What this task involves -
For every line in the records that has the word "bottom", make a copy.

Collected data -
━━━━━━━━━━

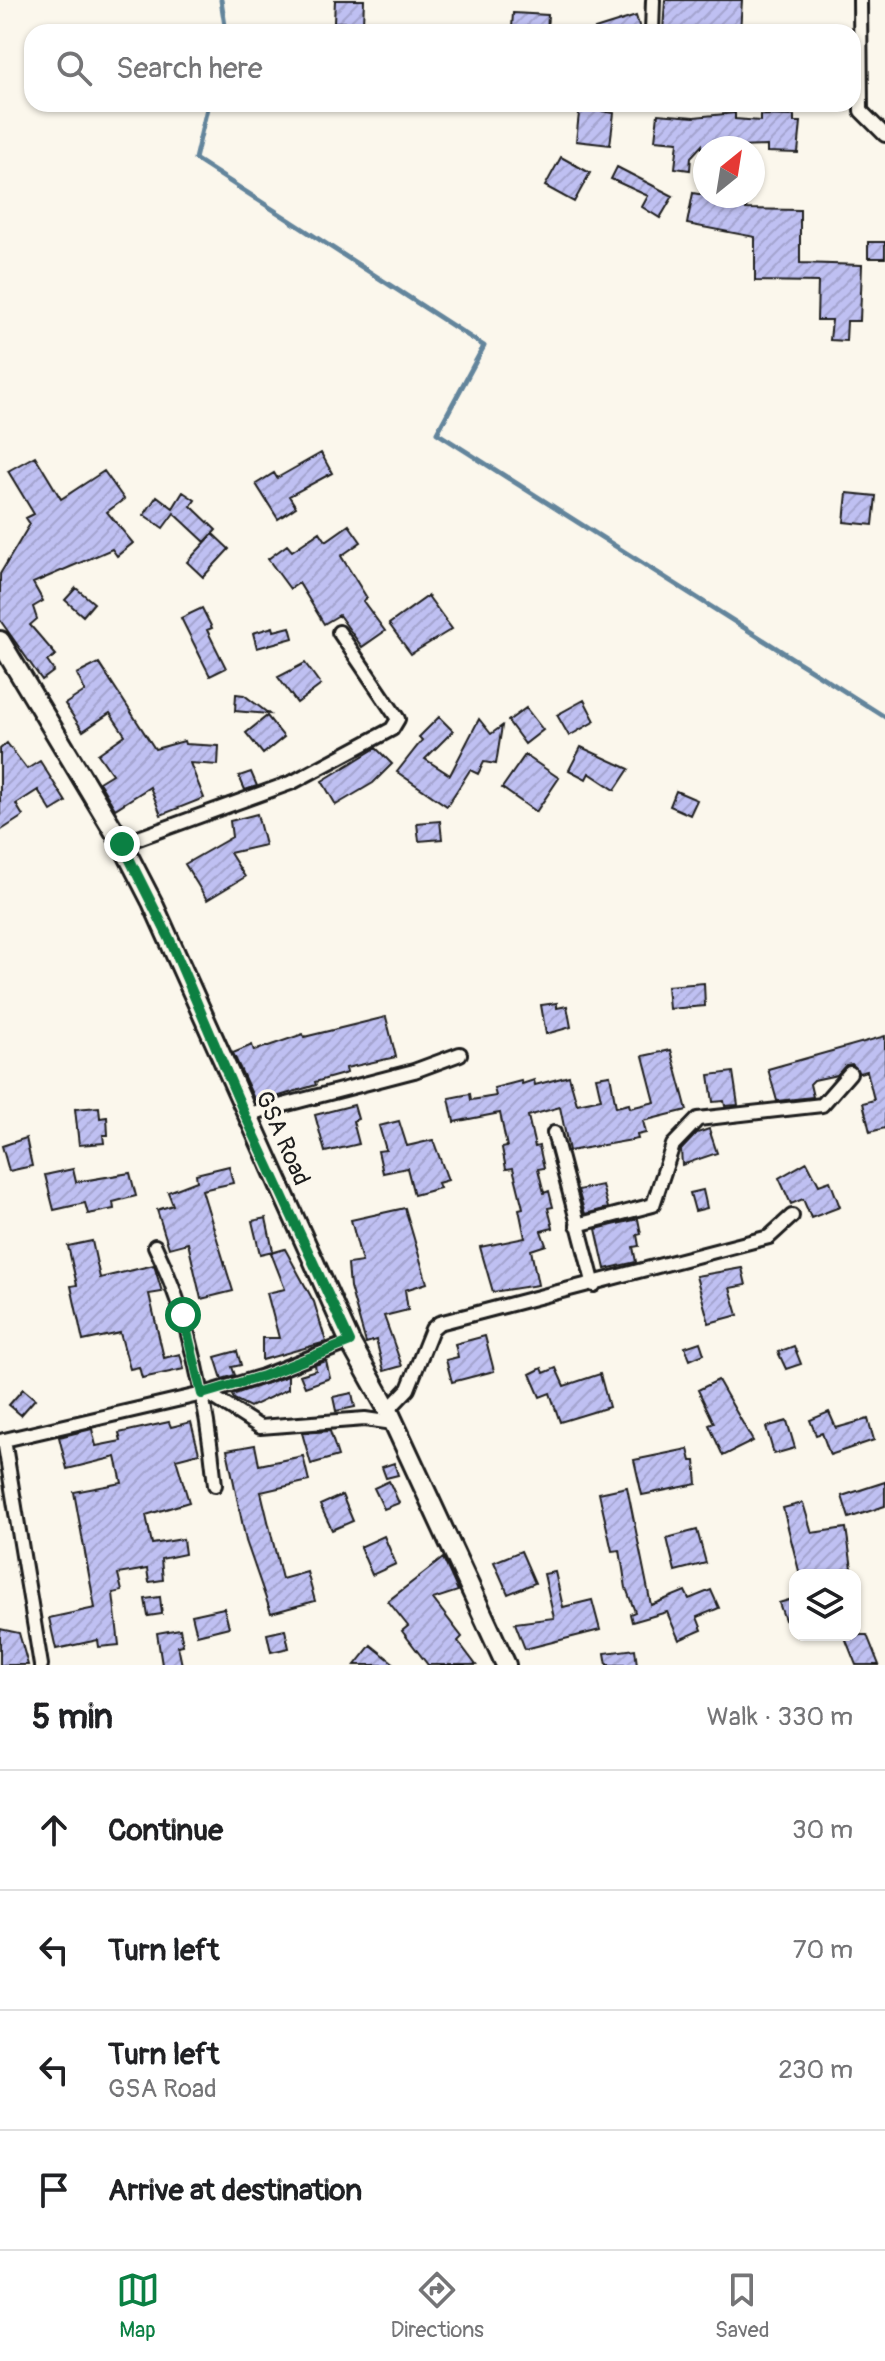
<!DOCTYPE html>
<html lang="en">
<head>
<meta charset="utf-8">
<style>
	:root { --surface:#fff; --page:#f6f6f6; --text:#202124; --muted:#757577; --line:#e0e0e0; --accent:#0b8043 }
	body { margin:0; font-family:Pangolin,sans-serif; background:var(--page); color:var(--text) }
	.controls { position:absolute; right:24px; bottom:24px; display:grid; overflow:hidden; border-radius:16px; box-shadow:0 2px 6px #0004 }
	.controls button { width:72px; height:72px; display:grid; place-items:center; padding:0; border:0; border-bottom:2px solid var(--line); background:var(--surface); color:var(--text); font:40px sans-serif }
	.compass { position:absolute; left:693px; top:136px; width:72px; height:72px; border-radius:50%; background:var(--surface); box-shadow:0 2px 6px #0004; rotate:30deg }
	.stop { position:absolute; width:24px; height:24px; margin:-18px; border:6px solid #0b8043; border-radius:50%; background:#fff }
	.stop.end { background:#0b8043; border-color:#fff; box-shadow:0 2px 8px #0008 }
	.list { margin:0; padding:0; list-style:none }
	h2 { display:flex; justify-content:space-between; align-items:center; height:104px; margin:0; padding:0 32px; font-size:34px }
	h2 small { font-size:26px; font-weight:400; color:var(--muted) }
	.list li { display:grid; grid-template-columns:52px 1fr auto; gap:24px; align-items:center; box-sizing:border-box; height:120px; padding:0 32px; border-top:2px solid var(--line) }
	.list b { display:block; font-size:30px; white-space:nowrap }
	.list p { margin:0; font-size:26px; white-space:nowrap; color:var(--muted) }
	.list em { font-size:26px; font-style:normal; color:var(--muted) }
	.icon { flex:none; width:44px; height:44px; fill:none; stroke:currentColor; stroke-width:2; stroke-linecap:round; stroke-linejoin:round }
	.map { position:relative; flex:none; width:885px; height:1665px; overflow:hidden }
	.search { position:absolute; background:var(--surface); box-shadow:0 2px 6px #0004; left:24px; right:24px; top:24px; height:88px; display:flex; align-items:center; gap:20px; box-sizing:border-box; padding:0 28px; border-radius:24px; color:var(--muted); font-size:30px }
	.sheet { height:584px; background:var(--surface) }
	nav { display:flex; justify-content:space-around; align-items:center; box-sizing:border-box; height:112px; border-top:2px solid var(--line); background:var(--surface); font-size:22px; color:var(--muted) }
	nav a { display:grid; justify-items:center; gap:4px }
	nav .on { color:var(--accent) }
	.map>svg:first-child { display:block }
</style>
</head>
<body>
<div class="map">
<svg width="885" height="1665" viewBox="0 0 885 1665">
	<defs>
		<pattern id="building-hatch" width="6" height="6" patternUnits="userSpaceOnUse" patternTransform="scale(2)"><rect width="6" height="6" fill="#bfc0f2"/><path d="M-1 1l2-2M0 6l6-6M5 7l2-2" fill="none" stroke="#a4a4cf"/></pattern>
	</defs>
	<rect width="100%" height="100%" fill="#fbf7ec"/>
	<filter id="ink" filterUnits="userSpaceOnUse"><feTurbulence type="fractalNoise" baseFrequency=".0125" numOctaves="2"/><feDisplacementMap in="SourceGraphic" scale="16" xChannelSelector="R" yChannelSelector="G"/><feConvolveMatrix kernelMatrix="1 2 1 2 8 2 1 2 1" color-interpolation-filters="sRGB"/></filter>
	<g filter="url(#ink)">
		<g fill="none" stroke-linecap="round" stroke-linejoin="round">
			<path stroke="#63859c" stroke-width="5" d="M221,0L226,32
				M208,104L195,159L484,346L437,433L885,717"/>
		</g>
		<path fill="url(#building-hatch)" stroke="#1c1c1c" stroke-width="2" d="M335,0H364L363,23L334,22Z
			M665,0H742L740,32H663Z
			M513,13L548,15L547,32H519V28H512Z
			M636,16L641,32H596L595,29Z
			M580,104H602L601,111L614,113L610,145L576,141Z
			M735,113V119L760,121V115L794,116V122H801L798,153L767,152V146L702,148V145L691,157L690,170L675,168L678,142L655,140L658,114L694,117Z
			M561,157L590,173L574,202L545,186Z
			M617,167L673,196L660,218L642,207L648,196L611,179Z
			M693,193L747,203L746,209L800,210V263L862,265L860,321H847L846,341L830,340L832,320H817L818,282L755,281V237L687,224Z
			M868,242H885V258H868Z
			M321,453L332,473L289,496L296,507L278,519L256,484L274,473L277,478Z
			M35,456L61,499L104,471L124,499L107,512L133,543L117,556L112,549L33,583L43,601L33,607L37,619L30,625L56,655L47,661L54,671L42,680L0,620V574L30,524L26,518L34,514L8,471Z
			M183,492L195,500L191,506L216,530L205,542L174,513L163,528L144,515L157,496L173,508Z
			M847,493L876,496L873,525L844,522Z
			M349,525L361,542L341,556L367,598L363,601L385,631L362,647L339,615L324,624L299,583L290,589L268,559L287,545L292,551L320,532L326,541Z
			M213,534L229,549L203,577L187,562Z
			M76,588L94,603L83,616L65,600Z
			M428,596L452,629L411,654L389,624Z
			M202,608L212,628L207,630L226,668L210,676L181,618Z
			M273,627L274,631L290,627L293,638L257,648L253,633Z
			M99,663L155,749L184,741L185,744L219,746L218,765L190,763L204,798L161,815L150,787L115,809L99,782L112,774L98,754L125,735L110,713L83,731L65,704L85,691L77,674Z
			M305,663L321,685L297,703L278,677Z
			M236,694L244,695L269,714L235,711Z
			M584,700L595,721L569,736L557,715Z
			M526,708L543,730L525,744L508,721Z
			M267,716L284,737L263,754L246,733Z
			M439,717L453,731L425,759L450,775L479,719L491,734L502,726L496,764L484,762L478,774L470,770L447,806L397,772L422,740L419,737Z
			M7,743L27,769L40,761L66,802L51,811L38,790L16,804L23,816L0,831V749Z
			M581,747L629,769L615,790L589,773L586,779L569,770Z
			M376,748L392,764L373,783L336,805L322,781Z
			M525,755L559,778L536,812L502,788Z
			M251,772L257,786L245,790L239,776Z
			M676,791L697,800L690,815L670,806Z
			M257,814L265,845L230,853L245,877L207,900L185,864L232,837L230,821Z
			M440,821L442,839L419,841L417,823Z
			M704,983L705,1006L669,1009L667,986Z
			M557,1003V1008L567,1006L571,1027L546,1034L541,1005Z
			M386,1017L396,1057L346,1068L347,1073L315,1082L316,1085L256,1103L233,1053L252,1045L254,1051L303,1034L304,1037Z
			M885,1036V1128L870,1132L863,1103L874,1100L867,1071L859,1073L852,1064L846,1065L837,1075L814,1080L810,1084L813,1097L777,1101L768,1069Z
			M671,1050L687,1110L643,1121L646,1133L637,1135L638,1139L569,1151L560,1107L528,1116L535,1147L539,1146L544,1168L538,1169L544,1193L549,1191L553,1207L548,1208L553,1228L541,1231L546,1245L531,1250L538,1285L493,1292L480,1247L525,1238L519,1209L523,1208L513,1168L506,1169L502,1148L507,1147L500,1113L454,1122L449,1098L470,1094L471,1100L496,1096L494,1088L521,1081L522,1084L534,1080L535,1085L569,1076L577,1104L601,1099L596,1077L610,1075L616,1107L629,1104L630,1108L655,1102L643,1056Z
			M733,1072L738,1105L725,1106L724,1101L713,1102L709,1075Z
			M354,1105L358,1119L353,1121L359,1144L325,1152L315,1115Z
			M99,1107L100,1118L107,1117L108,1135H103L104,1143L79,1145L75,1109Z
			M399,1121L407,1146L433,1140L448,1180L438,1183L440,1188L414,1195L407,1168L383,1173L378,1151L386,1150L379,1126Z
			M709,1129L717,1153L682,1165L681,1150L697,1133Z
			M26,1138L32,1166L9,1171L2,1146Z
			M807,1162L819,1185L830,1181L840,1207L811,1218L803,1199L791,1204L779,1178Z
			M229,1166L233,1183L202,1190L233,1291L201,1299L188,1243L169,1248L157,1210L173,1205L168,1192L197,1181L196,1174Z
			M73,1169L76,1182L130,1173L136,1196L113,1202L114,1209L88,1214L85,1203L54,1210L45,1175Z
			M602,1185L608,1208L585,1214L578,1190Z
			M703,1190L707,1208L695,1211L690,1193Z
			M405,1208L427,1283L405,1290L408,1310L384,1316L402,1366L384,1371L376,1340L366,1343L350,1287L348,1264L362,1262L351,1220Z
			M266,1218L273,1251L260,1254L252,1221Z
			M638,1219L641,1234L637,1235L639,1246L633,1247L636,1262L605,1269L596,1229Z
			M92,1241L100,1278L154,1265L162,1292L149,1294L164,1358L180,1354L184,1369L142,1378L139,1367L130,1369L120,1333L83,1341L71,1286L77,1285L68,1246Z
			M285,1249L314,1302L326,1342L262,1360V1338H279L267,1293L285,1289L271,1253Z
			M742,1268L746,1285L730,1288L738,1315L709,1323L696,1276Z
			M485,1336L494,1371L452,1382L446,1360L458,1357L455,1344Z
			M700,1342L704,1354L690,1360L685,1347Z
			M794,1346L801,1364L786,1369L778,1352Z
			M237,1351L241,1365L232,1367L235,1375L222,1379L215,1357Z
			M326,1361L330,1378L305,1387L300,1375L316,1370L315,1365Z
			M542,1368L544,1373L556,1368L564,1386L600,1374L609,1407L560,1422L550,1393L540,1397L530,1374Z
			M288,1376V1389L250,1407L234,1399L232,1395Z
			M718,1380L753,1441L723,1456L709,1425L714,1423L698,1390Z
			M23,1389L35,1399L21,1415L9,1405Z
			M352,1393L355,1407L336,1411L333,1397Z
			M829,1412L836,1428L868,1419L874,1440L830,1455L822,1433L816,1435L810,1420Z
			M787,1421L795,1448L774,1454L766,1427Z
			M169,1422L171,1427L191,1422L199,1453L176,1459L189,1502L146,1515L152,1544L183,1539L185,1554L161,1559L163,1580L149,1582L147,1569L118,1574L122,1591L113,1593L119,1645L99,1647L98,1640L56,1649L49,1618L95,1608L74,1492L122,1483L116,1457L67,1469L59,1437L92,1429L96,1446L121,1441L119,1433Z
			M330,1431L338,1456L311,1464L302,1433Z
			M255,1445L259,1465L303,1456L309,1481L261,1492L282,1579L307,1572L315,1601L271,1613L246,1541L227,1450Z
			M688,1449L691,1461H695L697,1484L642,1495L634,1460Z
			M394,1463L398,1475L386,1478L382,1467Z
			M389,1481L399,1503L384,1509L374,1488Z
			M885,1482V1506L849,1518L842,1496Z
			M627,1487L651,1605L685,1591L689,1599L711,1590L719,1608L697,1617L702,1630L679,1640L667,1612L632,1622L630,1614L635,1612L626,1588L620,1550L612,1551L599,1493Z
			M342,1495L353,1521L332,1530L320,1505Z
			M803,1503L812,1533L846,1528L852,1568L825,1575H800L783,1508Z
			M697,1530L706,1563L675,1571L667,1538Z
			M384,1536L396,1564L372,1575L360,1547Z
			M521,1551L535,1583L508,1594L494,1562Z
			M443,1558L458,1591L433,1599L462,1637L458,1641L476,1665H428L402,1631L408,1626L388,1601Z
			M555,1572L563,1607L592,1600L600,1630L525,1649L515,1623L554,1618L544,1574Z
			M160,1597L162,1614L148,1616L145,1599Z
			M795,1598V1617L785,1620L779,1603Z
			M224,1608L229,1627L197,1635L192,1615Z
			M0,1629L19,1633L28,1665H0Z
			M180,1629L183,1645L178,1646L182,1665H162L157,1633Z
			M285,1630L289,1648L271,1652L267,1634Z
			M844,1635H867L879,1665H856Z
			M371,1645L396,1665H355Z
			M635,1649L637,1665H607L605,1653Z"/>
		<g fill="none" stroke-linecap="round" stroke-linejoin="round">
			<g stroke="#1c1c1c" stroke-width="18">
				<path id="street" d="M860,0L861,111L885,135
					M652,32L653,0
					M122,844L293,782L392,729L398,719L339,632
					M245,1115L414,1071L460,1054
					M554,1133L594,1285
					M577,1225L653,1205L673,1145L698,1119L822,1105L850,1073
					M155,1246C191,1320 207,1404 215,1485
					M207,1393L260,1427L365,1419L393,1423
					M388,1410L408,1389L432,1329L439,1323L769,1237L792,1216
					M4,1440L41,1665
					M0,1441L207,1393L263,1376L350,1342"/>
			</g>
			<g stroke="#1c1c1c" stroke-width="24">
				<path id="secondary" d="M0,641L122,844L152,902L350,1342L388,1410L506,1665"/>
			</g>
			<use href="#street" stroke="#fbf7ec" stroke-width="12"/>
			<use href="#secondary" stroke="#fbf7ec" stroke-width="18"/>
		</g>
	</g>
	<g fill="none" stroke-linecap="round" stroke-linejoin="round" filter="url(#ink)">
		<path stroke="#0b8043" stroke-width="10" d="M122,844L170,940L245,1115L350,1342L263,1376L202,1394L183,1315"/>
	</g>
	<g text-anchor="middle" stroke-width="6" stroke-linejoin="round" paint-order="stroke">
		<g font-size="24" fill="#1c1c1c" stroke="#fbf7ec">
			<text transform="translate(283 1138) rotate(66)" y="8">GSA Road</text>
		</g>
	</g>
</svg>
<div class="controls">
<button><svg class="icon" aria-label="layers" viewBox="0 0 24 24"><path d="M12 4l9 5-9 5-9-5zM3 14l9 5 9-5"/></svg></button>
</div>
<svg class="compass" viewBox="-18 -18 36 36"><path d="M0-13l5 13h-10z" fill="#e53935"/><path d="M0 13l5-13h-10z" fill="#757577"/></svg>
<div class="stop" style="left:183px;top:1315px"></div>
<div class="stop end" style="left:122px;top:844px"></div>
<div class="search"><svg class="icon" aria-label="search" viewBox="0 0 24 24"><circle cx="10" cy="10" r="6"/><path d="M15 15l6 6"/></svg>Search here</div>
</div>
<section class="sheet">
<h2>5 min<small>Walk · 330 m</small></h2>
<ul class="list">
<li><svg class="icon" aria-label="ahead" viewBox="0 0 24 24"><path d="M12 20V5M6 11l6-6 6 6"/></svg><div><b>Continue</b></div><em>30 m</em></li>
<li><svg class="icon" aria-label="left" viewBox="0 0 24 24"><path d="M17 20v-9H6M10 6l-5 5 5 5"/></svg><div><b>Turn left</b></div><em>70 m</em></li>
<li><svg class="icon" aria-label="left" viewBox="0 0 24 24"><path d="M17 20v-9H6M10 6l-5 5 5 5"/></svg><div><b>Turn left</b><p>GSA Road</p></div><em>230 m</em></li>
<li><svg class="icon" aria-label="arrive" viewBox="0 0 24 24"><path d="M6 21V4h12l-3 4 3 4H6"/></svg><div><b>Arrive at destination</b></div></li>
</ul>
</section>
<nav>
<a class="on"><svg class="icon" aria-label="map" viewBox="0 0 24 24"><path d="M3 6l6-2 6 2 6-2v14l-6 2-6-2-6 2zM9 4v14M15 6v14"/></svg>Map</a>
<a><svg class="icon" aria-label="directions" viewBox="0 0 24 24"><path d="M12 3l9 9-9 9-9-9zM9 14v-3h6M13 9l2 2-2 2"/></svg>Directions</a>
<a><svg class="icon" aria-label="saved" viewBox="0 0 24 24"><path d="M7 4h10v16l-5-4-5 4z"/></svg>Saved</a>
</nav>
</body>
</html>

━━━━━━━━━━

Output for this exercise -
	.controls { position:absolute; right:24px; bottom:24px; display:grid; overflow:hidden; border-radius:16px; box-shadow:0 2px 6px #0004 }
	.controls button { width:72px; height:72px; display:grid; place-items:center; padding:0; border:0; border-bottom:2px solid var(--line); background:var(--surface); color:var(--text); font:40px sans-serif }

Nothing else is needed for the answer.